Segment Start: RECORDS SUPPLIED

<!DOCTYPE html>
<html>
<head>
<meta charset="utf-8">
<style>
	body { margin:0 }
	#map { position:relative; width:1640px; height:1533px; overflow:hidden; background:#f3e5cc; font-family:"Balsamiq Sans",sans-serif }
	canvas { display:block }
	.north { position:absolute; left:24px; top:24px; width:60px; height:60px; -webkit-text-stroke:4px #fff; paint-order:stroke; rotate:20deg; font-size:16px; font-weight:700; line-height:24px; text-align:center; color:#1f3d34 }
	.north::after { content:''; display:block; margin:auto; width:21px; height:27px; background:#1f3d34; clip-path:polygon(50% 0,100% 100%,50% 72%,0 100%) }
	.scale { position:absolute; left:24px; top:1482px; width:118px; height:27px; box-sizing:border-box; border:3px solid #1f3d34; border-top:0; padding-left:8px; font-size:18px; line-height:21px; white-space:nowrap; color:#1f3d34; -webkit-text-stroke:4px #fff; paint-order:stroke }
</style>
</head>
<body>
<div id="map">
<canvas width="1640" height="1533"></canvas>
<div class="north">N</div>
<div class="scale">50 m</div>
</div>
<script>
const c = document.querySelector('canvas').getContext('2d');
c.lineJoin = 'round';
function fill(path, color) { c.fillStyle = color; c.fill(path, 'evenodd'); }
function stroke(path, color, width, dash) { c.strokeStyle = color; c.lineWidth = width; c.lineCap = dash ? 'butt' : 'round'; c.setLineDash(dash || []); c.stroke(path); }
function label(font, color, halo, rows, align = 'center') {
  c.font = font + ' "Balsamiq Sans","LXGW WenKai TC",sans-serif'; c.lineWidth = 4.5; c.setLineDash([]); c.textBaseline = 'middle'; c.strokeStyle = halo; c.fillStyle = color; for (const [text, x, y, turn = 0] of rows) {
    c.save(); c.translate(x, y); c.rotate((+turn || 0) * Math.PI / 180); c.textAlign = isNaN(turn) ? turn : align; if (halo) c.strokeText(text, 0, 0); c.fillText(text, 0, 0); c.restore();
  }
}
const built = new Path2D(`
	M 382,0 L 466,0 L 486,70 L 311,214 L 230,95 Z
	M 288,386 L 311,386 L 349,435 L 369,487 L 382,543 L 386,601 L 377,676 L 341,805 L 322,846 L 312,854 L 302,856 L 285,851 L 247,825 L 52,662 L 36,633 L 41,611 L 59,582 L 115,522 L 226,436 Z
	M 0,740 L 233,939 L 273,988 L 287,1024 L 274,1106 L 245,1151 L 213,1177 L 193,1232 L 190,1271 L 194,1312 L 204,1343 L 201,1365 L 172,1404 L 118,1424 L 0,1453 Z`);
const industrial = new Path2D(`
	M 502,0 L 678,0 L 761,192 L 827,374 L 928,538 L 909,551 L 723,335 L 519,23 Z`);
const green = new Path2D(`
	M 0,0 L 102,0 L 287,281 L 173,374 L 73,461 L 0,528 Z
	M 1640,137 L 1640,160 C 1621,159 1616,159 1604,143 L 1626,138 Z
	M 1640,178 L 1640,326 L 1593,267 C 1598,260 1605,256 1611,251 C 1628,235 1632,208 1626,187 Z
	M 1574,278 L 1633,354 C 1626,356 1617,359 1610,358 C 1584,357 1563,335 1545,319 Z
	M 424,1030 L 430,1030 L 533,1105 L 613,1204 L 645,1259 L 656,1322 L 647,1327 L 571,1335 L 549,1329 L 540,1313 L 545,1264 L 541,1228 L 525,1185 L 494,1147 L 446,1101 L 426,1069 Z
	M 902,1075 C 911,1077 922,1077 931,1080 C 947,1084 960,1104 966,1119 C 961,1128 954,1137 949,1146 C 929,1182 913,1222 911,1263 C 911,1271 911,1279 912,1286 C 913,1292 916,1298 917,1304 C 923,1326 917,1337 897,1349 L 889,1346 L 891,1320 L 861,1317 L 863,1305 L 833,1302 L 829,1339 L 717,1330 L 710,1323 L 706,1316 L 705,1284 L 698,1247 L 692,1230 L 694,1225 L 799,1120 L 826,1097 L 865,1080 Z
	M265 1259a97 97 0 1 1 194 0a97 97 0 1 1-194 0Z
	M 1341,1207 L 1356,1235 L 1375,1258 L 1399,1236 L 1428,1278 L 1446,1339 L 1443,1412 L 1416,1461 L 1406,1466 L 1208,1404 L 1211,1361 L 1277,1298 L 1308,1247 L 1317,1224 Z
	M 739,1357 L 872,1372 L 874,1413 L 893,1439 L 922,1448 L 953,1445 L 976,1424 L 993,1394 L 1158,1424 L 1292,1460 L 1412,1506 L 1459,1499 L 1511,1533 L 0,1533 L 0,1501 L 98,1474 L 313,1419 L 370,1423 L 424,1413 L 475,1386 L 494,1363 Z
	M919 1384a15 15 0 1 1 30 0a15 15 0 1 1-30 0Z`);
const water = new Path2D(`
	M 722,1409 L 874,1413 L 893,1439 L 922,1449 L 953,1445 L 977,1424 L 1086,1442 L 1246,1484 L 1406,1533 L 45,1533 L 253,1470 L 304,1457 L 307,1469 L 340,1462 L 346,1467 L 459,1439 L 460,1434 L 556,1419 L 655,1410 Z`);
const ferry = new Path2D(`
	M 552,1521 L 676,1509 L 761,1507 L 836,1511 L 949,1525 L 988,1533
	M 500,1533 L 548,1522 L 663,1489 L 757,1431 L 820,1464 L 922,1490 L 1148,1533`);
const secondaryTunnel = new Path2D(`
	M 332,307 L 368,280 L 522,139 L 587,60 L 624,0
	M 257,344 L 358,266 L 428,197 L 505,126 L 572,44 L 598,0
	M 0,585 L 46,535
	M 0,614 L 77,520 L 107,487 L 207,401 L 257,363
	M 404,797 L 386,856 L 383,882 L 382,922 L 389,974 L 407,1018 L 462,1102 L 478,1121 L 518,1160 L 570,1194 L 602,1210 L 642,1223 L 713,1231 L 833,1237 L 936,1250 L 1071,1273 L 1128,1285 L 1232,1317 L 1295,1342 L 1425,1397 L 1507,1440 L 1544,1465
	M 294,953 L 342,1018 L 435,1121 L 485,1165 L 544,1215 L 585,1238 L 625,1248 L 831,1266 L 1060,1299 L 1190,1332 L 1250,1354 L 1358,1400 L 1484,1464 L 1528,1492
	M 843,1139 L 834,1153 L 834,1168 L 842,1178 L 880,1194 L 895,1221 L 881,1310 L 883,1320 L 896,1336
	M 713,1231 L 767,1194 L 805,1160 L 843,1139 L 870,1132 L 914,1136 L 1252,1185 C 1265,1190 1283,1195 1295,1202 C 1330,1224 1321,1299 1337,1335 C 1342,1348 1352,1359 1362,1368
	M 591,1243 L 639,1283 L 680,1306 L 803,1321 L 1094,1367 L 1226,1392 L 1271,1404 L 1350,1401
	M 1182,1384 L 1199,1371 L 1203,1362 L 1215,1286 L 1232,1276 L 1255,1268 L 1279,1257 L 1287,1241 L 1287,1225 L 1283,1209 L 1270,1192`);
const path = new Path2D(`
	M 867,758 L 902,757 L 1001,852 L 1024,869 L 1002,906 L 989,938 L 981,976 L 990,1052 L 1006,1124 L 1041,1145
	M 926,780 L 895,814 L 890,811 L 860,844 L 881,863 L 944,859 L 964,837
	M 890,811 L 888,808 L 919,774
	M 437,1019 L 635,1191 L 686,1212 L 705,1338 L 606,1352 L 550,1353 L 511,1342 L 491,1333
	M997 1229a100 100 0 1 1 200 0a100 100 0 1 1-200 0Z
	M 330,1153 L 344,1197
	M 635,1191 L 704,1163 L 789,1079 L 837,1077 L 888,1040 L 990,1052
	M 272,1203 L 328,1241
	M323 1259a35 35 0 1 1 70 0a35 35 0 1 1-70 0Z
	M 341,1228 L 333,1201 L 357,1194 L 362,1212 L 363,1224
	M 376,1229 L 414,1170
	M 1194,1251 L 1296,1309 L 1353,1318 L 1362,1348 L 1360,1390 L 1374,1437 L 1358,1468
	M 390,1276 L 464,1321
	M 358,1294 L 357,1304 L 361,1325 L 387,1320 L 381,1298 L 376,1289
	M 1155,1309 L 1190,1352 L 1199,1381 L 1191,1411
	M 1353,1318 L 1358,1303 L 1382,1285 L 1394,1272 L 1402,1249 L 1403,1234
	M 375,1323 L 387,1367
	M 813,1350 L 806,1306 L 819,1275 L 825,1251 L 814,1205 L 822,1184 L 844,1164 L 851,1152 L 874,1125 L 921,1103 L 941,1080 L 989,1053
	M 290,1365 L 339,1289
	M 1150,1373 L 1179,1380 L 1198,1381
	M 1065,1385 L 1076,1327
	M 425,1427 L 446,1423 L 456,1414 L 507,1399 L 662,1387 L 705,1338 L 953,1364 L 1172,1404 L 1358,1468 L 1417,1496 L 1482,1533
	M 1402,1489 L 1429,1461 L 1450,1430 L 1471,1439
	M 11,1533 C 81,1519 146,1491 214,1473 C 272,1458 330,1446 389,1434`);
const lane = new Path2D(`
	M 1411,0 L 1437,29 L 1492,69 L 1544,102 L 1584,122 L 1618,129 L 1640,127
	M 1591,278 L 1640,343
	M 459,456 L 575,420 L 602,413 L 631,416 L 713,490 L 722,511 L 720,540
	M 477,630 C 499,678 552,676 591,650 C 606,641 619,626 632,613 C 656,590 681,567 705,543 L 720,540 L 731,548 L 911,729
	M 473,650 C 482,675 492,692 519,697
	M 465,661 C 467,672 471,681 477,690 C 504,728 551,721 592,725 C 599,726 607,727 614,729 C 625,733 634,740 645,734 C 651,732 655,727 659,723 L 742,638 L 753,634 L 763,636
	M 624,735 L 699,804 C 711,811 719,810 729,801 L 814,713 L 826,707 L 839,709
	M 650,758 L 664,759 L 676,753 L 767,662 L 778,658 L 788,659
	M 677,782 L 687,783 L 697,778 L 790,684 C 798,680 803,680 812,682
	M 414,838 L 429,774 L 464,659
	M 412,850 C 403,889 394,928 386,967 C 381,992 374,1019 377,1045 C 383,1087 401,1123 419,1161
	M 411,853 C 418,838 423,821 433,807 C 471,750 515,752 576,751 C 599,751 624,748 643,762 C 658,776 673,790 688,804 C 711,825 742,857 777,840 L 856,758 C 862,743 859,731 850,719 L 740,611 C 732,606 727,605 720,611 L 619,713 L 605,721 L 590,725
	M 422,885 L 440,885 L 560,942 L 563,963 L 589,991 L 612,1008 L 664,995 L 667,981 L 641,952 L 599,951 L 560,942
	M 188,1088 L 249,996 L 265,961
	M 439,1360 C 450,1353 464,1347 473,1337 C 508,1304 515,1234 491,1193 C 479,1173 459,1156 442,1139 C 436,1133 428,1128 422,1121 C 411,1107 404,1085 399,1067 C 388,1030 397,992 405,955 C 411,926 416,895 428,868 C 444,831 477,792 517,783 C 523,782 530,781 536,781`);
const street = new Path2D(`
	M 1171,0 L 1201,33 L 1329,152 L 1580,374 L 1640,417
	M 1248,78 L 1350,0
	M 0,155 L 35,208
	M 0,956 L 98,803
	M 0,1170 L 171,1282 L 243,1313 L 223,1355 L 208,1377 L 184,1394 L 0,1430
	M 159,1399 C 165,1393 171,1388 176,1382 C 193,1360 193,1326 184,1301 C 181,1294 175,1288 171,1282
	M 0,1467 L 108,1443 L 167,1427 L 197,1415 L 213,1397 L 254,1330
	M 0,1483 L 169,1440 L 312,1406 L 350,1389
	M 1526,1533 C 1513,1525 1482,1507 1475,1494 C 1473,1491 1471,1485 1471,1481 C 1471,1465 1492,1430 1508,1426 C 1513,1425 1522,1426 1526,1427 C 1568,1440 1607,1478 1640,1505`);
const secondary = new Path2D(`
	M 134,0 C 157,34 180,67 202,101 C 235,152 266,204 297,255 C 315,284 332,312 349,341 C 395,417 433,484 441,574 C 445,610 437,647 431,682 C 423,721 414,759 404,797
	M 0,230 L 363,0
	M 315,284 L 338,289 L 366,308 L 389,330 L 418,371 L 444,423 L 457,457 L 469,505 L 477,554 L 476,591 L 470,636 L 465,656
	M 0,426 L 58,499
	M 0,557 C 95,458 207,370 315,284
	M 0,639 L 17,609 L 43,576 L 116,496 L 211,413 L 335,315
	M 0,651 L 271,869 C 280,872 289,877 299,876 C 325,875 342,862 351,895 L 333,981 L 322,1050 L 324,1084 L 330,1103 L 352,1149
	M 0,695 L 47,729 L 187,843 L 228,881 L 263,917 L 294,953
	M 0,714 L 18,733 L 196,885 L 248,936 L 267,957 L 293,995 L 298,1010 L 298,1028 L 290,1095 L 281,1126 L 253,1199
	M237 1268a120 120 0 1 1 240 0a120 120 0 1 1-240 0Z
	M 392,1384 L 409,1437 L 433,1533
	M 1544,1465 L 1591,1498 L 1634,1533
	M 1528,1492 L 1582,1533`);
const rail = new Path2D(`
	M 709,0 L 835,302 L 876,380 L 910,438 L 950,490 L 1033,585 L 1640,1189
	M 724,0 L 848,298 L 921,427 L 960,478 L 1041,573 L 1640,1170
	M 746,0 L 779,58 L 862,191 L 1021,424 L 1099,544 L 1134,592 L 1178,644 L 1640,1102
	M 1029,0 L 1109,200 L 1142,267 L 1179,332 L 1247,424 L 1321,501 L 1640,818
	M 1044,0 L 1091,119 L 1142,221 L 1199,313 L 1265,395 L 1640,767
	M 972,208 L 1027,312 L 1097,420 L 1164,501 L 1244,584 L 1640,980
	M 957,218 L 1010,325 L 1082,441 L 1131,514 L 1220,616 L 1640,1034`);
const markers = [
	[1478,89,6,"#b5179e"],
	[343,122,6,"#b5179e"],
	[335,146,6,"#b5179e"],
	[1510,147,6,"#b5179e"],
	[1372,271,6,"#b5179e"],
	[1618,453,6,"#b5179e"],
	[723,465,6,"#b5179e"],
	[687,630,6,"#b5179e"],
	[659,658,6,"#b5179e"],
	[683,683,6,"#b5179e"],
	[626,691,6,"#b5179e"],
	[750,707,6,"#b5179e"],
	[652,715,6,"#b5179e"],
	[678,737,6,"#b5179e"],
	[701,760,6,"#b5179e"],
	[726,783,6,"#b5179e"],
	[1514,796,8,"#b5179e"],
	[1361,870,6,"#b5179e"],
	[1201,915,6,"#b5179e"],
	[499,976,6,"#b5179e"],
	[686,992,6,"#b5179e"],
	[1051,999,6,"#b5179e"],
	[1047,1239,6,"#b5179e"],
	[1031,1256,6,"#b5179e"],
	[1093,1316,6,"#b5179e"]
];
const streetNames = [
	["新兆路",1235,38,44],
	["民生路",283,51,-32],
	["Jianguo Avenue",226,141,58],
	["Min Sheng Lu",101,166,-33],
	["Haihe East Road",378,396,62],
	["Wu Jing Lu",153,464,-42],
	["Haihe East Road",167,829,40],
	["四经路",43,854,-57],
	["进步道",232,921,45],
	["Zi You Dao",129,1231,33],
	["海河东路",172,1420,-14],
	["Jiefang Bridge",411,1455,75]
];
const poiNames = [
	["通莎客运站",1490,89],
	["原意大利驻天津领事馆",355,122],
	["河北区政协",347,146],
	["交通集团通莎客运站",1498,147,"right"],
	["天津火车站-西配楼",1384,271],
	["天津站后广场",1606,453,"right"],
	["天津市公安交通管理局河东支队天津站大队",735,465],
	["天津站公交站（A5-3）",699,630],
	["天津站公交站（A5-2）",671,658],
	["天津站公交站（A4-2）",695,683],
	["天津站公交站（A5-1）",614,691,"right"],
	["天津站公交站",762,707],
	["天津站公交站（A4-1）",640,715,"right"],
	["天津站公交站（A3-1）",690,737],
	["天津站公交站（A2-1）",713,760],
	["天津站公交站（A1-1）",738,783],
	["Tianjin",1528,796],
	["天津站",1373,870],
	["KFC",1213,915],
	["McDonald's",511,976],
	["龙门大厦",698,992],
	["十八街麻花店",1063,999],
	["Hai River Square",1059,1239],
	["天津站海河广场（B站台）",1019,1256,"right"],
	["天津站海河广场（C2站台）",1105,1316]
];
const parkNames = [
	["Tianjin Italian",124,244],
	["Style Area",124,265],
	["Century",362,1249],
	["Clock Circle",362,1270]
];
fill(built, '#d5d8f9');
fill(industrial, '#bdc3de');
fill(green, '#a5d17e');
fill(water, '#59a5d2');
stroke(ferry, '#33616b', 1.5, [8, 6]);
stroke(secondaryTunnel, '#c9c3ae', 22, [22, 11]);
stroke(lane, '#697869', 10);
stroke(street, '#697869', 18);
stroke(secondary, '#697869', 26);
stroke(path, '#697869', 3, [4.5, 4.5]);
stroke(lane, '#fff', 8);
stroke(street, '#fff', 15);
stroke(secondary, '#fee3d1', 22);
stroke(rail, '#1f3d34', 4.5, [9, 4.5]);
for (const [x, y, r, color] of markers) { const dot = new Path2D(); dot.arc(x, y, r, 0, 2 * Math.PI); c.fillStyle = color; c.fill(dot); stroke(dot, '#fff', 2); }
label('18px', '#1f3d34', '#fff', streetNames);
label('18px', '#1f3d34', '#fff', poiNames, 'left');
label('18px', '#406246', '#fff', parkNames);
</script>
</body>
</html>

Segment End: RECORDS SUPPLIED

### GOAL OF THE EXERCISE
Within the listing, count the lines that contain the word "rows", and give the count by itself.

### TASK ANSWER
2